In Orlando, Ross will explain how he and other researchers are making the most of some unique aspects of New Zealand's healthcare landscape – connected electronic healthcare data across the population, leading-edge research organizations – to enable the development of new technologies and data strategies for precision medicine.
"New Zealand has some unique benefits, including a long history of digital health records with well managed health ID numbers, so it is a lot easier to link different data sets together," he explains. Add to that :
- Linked data between social services (health, education, justice, welfare, tax) available for research purposes;
- A single payer system whereby the incentive of patient, provider, and system are typically well aligned (e.g. early intervention benefits all)
- Willing collaboration between commercial and public provider organizations as well as between clinical and data science researchers
- A unique ethnic diversity (74 percent European, 15 percent Maori, 12 percent Asian, 7 percent Pacific Islander – including those identifying multiple)
- A strong data science research community
- A population relatively comfortable with technology and with broad access
All that, plus the fact that New Zealand has a smallish population (fewer than 5 million people) means that "research is more likely to be population wide rather than highly specialized," said Ross.
From that remote corner of the globe to other health systems worldwide, he sees a big future ahead for AI-enabled EHRs – enabling a fast evolution for precision medicine.
"Machine learning can be used to aid intensive tasks such as processing large data sets for genomics, image processing or network analysis, as well as finding anomalies – such as for diagnosis or fraud detection – and identifying cohorts," he said. "There are interesting applications in maintaining records such as matching data from different systems, inferring missing data elements."

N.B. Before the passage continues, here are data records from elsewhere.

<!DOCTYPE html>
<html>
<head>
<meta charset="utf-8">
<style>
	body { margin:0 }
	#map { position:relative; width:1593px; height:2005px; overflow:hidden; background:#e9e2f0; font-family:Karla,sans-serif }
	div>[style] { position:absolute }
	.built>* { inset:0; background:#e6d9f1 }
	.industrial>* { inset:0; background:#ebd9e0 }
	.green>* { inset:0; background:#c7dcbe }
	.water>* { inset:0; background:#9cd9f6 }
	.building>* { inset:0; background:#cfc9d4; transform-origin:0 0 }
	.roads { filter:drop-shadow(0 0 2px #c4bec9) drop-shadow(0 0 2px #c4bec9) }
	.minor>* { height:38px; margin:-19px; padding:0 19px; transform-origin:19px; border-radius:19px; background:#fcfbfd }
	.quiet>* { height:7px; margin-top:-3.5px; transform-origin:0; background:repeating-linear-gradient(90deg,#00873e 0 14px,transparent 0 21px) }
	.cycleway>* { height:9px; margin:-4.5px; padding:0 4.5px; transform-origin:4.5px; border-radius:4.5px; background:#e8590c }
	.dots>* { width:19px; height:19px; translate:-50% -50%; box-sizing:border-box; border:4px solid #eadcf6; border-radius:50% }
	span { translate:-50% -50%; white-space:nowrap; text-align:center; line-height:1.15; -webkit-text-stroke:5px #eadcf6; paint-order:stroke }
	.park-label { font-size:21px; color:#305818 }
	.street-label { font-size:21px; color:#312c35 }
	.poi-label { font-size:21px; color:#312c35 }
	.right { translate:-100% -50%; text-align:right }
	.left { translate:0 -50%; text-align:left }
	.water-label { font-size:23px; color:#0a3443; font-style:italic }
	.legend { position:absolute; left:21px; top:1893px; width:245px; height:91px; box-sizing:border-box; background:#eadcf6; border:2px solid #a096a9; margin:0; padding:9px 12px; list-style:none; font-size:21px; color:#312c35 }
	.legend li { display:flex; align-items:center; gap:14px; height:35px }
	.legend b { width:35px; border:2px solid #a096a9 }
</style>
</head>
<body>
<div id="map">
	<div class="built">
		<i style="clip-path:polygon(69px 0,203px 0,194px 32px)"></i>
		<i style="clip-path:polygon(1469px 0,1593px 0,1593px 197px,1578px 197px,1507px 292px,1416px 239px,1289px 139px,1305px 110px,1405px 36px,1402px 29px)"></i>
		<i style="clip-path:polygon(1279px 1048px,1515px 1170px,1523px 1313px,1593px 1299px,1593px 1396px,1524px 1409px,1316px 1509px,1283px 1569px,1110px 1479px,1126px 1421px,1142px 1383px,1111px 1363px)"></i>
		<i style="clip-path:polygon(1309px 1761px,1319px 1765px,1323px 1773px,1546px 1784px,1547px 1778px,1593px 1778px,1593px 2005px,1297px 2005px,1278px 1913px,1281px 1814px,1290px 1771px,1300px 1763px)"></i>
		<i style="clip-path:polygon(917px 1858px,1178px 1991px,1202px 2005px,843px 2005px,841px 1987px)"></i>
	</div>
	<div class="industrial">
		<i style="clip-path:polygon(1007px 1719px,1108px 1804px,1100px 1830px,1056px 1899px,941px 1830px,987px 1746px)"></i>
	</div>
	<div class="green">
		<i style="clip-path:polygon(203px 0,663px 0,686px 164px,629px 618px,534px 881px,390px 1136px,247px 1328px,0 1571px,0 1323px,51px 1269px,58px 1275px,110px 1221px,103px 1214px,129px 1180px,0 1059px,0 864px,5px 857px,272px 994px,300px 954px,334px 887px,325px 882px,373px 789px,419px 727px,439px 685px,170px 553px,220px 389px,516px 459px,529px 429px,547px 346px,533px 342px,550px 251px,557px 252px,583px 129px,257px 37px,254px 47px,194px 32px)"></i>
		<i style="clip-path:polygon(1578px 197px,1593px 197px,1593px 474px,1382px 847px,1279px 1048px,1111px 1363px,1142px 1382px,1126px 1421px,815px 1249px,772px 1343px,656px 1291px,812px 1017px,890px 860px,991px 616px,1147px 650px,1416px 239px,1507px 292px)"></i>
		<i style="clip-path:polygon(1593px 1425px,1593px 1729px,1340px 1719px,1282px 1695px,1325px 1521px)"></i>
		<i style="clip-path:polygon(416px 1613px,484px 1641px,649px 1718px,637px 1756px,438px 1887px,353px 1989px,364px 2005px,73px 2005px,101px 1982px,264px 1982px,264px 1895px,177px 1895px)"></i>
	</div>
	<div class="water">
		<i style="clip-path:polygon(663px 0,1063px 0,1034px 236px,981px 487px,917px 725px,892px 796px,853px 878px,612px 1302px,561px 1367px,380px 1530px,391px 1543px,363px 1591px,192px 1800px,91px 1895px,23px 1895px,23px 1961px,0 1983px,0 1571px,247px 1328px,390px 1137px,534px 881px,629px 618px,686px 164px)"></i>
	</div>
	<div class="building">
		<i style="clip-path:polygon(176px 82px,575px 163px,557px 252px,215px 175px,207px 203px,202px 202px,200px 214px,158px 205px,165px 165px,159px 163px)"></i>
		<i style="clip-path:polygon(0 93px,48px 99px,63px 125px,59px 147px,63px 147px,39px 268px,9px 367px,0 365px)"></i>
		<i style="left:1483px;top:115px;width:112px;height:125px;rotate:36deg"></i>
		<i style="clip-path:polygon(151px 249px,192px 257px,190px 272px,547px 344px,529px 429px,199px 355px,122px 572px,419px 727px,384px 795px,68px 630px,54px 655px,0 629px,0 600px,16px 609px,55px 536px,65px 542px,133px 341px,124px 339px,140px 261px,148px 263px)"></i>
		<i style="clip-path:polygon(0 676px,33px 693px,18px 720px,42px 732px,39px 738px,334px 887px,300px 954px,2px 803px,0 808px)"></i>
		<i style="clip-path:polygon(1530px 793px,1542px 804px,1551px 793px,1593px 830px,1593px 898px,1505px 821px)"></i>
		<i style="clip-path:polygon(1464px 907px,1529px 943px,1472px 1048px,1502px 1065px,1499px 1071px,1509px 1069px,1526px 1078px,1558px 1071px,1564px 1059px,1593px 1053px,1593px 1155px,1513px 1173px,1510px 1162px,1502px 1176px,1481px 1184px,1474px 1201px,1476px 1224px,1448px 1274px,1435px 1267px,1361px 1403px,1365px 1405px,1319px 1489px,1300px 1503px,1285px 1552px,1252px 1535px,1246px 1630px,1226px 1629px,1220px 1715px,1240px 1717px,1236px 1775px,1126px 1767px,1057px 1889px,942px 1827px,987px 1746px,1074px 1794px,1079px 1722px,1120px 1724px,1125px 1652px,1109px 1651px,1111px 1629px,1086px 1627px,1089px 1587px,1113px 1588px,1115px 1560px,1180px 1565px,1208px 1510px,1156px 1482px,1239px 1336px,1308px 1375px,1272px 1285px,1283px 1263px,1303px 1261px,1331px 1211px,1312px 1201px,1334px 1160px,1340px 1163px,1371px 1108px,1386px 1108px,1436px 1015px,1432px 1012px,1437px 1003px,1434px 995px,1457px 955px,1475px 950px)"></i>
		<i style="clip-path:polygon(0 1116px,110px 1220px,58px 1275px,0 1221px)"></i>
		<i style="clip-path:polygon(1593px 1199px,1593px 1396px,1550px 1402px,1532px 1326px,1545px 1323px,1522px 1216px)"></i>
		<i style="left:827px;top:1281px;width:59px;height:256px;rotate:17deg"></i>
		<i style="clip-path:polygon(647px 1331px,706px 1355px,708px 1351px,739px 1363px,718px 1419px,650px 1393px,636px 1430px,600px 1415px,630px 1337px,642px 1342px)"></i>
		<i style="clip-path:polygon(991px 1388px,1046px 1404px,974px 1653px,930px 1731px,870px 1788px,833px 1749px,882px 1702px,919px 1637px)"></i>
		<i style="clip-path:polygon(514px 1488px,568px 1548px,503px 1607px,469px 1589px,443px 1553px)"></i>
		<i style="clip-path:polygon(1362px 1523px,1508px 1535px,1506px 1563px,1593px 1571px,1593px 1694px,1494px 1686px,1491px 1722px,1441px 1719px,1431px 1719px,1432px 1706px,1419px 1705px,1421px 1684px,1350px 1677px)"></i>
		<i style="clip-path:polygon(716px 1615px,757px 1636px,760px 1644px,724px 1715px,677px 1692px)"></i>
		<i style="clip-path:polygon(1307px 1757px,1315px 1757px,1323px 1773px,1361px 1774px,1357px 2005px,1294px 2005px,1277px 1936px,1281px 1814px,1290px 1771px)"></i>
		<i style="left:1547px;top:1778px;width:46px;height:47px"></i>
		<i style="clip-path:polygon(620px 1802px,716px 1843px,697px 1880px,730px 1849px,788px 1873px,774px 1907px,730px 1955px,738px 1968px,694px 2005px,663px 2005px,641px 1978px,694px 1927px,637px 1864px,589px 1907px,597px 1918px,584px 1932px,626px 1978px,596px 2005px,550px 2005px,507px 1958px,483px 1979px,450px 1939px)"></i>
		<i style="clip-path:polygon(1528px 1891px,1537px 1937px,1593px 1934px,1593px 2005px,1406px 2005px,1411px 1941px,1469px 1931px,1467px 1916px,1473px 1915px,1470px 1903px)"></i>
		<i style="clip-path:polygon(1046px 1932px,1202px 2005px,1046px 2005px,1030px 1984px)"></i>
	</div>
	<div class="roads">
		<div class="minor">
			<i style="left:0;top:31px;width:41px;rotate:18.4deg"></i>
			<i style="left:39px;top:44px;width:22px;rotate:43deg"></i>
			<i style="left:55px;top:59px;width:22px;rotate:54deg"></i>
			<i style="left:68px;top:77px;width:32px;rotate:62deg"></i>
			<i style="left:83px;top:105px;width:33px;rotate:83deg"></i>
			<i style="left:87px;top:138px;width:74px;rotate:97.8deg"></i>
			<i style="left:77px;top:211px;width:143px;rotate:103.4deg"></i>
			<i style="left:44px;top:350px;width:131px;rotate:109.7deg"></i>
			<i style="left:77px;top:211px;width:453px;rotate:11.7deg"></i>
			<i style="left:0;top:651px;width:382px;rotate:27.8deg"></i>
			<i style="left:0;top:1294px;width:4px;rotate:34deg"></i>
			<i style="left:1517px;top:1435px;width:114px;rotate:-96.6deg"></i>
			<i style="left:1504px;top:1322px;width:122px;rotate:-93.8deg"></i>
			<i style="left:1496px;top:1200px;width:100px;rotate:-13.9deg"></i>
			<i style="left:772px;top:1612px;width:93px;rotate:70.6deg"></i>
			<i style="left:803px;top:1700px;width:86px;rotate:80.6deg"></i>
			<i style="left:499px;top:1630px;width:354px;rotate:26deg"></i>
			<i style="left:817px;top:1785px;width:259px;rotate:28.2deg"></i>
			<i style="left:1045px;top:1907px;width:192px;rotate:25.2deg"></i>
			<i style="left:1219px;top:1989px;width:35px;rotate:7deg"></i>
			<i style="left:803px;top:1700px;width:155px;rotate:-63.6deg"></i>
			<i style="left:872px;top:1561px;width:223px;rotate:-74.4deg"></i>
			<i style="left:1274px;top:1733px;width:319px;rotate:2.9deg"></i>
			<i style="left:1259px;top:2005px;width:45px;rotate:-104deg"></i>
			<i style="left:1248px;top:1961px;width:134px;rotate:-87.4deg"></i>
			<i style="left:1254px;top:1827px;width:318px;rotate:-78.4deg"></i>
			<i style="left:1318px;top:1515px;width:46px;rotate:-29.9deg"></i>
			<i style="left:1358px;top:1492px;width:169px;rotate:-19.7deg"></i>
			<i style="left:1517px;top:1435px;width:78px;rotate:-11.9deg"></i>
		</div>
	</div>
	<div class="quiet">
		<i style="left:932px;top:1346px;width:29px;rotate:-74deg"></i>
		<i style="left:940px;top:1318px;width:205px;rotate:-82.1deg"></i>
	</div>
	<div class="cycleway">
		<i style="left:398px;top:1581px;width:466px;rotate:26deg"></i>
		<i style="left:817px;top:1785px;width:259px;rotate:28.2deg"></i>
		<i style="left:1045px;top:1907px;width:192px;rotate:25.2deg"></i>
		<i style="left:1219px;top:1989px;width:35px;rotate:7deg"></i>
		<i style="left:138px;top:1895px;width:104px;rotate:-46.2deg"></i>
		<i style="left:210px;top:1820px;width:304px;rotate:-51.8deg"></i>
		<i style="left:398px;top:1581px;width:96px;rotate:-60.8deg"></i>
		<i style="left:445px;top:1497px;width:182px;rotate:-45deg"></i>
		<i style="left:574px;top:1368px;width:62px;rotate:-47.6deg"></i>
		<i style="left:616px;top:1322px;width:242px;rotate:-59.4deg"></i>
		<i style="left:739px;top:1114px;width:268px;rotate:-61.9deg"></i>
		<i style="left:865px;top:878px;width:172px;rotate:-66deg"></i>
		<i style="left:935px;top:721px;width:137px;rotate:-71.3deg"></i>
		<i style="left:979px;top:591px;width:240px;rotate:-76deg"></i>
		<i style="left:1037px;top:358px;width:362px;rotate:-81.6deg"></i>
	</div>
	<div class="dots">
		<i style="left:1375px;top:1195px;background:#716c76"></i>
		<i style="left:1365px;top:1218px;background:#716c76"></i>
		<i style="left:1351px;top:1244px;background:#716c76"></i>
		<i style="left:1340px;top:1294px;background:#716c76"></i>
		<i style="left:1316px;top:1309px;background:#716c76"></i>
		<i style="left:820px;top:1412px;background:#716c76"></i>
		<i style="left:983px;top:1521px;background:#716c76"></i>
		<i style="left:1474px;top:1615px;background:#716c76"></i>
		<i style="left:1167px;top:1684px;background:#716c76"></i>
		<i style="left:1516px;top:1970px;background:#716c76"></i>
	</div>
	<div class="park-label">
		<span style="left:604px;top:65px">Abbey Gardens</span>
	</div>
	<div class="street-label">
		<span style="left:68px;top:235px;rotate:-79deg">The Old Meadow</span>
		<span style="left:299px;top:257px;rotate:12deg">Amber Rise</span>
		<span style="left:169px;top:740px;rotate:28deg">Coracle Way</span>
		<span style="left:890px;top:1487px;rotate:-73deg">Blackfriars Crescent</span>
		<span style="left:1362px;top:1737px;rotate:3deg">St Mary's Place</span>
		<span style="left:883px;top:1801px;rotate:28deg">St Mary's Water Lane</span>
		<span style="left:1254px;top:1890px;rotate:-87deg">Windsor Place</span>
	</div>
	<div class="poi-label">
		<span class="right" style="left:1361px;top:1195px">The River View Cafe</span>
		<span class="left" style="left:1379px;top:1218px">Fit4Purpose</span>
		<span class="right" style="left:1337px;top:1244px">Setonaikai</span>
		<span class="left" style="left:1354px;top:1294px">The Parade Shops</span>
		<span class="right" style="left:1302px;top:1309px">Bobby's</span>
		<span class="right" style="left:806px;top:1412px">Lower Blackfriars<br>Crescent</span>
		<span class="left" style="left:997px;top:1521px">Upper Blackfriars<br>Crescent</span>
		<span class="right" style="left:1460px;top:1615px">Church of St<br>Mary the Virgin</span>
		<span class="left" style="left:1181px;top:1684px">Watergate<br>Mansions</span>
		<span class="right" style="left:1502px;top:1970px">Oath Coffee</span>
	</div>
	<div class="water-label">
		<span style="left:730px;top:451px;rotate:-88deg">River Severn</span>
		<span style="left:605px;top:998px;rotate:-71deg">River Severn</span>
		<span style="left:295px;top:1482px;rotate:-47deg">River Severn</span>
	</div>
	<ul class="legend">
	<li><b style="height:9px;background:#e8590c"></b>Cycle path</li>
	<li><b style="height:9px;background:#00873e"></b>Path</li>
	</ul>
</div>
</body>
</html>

And as the evolutions continue apace, what should health systems who have already begun AI implementations be doing to ensure they're making best use of machine learning in their workflows?
"Design systems with a view to interoperability and data sharing," said Ross. "Use standards, build tagging into systems. And make it easy for patients to control the use and sharing of their data, and see the benefits from it."
In addition, he advised health systems to make the most of all the data they have on hand: "Even 'dirty' data can have incredible predictive value," he said. "Don't wait for perfect data to start using it."
Ross' presentation, "Machine Learning Over Our Growing Electronic Health Records," is scheduled for Wednesday, February 13, from 2:30-3:30 p.m. in room W308A.